Duas ou três coisas sobre Control

"Control" é um filme sóbrio. O caminho mais fácil para este tipo de filmes biográficos resume-se muitas das vezes à expressão de uma devoção histérico-religiosa pelo biografado, relevando ao limite do absurdo as suas qualidades e explorando a esfera privada como um mero sucedâneo da esfera mediática. Também há, ainda que menos frequente, o outro extremo, em que o artista desaparece por completo e dá lugar à pessoa normal, igual a tantos de nós. "Control", porém, encontra-se algures a meio termo. Mostra Ian Curtis, o miúdo que casou cedo demais, e Ian Curtis, o proto-ícone do rock. Não é apenas um ou apenas o outro. São sete anos do jovem Ian (1973 a 1980) que nos são contados pela sua própria viúva, sobre cujo livro se apoia o guião do filme. Temos o ponto de vista de alguém a que assistiu, ainda que deixada à margem, ao conflito pessoal vivido pelo seu marido. Entre os dois (ou mais) Ian Curtis que conheceu, entre as motivações e frustrações de ambos, há relações de causa-efeito, mas as interpretações finais são deixadas para o espectador, se se quiser dar a esse trabalho especulativo. Não entrar explicitamente pelos campos da psicanálise, das questões que ficaram por ser respondidas, é um trunfo de "Control" que nem sempre é habitual ver-se neste tipo de cinema.
Noutro aspecto, "Control" é também um filme rigoroso. Além de Deborah Curtis, o recentemente falecido Tony Wilson (patrão da Factory) e os actuais New Order acompanharam de perto a produção. Até Peter Saville, que desenhava as capas da Factory, incluindo as dos Joy Division, aparece nos créditos. As semelhanças físicas dos actores chegam a ser assustadoras (Bernard Sumner incrível, por exemplo) e as actuações (os actores aprenderam mesmo a tocar os temas) são extremamente convincentes. E quem se habituou a ver fotografias dos Joy Division e de Ian Curtis ao longo de todos estes anos, não deixará certamente escapar um sorriso em vários dos planos captados por Anton Corbjin ao longo do filme.

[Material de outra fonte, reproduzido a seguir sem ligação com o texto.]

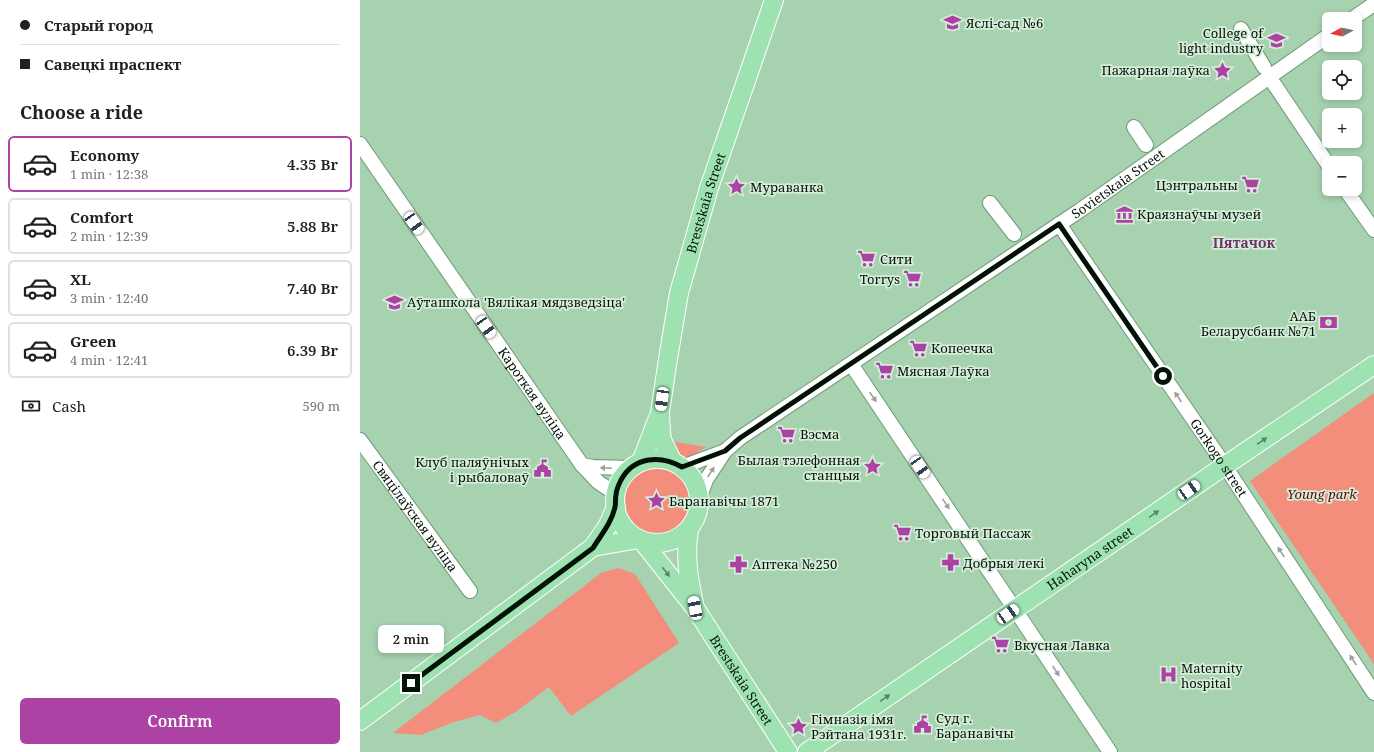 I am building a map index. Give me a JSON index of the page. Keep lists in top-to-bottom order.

segunda-feira, 6 de outubro de 2003

Young Adam

Ele há bandas sonoras que tornam um filme grande sem se deixarem cair no protagonismo excessivo, sem ofuscar a nossa atenção e distraí-la do desempenho dos actores e do guião. Acontece isso com a banda sonora do filme "Young Adam", de autoria de David Byrne, que dirigiu uma série de outros músicos de Glásgua, ligados a bandas como Mogwai, Delgados ou Belle & Sebastian. O filme, realizado por David McKenzie, conta as atribulações do jovem Joe (Ewan McGregor), que encontra trabalho numa barca de transporte de carvão e demais combustíveis que faz serviço entre Glásgua e Edimburgo durante os anos 50 (?). A escassez de diálogos é complementada de forma subtil pelas tensões eróticas que se desenvolvem dentro e fora da barca ao longo de todo o filme, com a música a marcar um delicado papel -- pela finura das cordas, essencialmente, que por vezes lembra os Rachel's -- como já não se via há algum tempo no novo cinema britânico, frequentemente dado a incursões mais berrantes na música popular. Brilhante a forma como o filme encerra, com David Byrne a cantar "The Great Western Road".
Enquanto a Medeia Filmes se presta a estrear o filme nas salas portuguesas, a AnAnAnA aproveita a ocasião e faz o lançamento de "Lead Us Not Into Temptation - Music from the Film Young Adam" (Thrill Jockey, 2003), de David Byrne, e "The Last Great Wilderness" (Geographic, 2003), uma outra banda sonora que os Pastels compuseram para o anterior filme de McKenzie.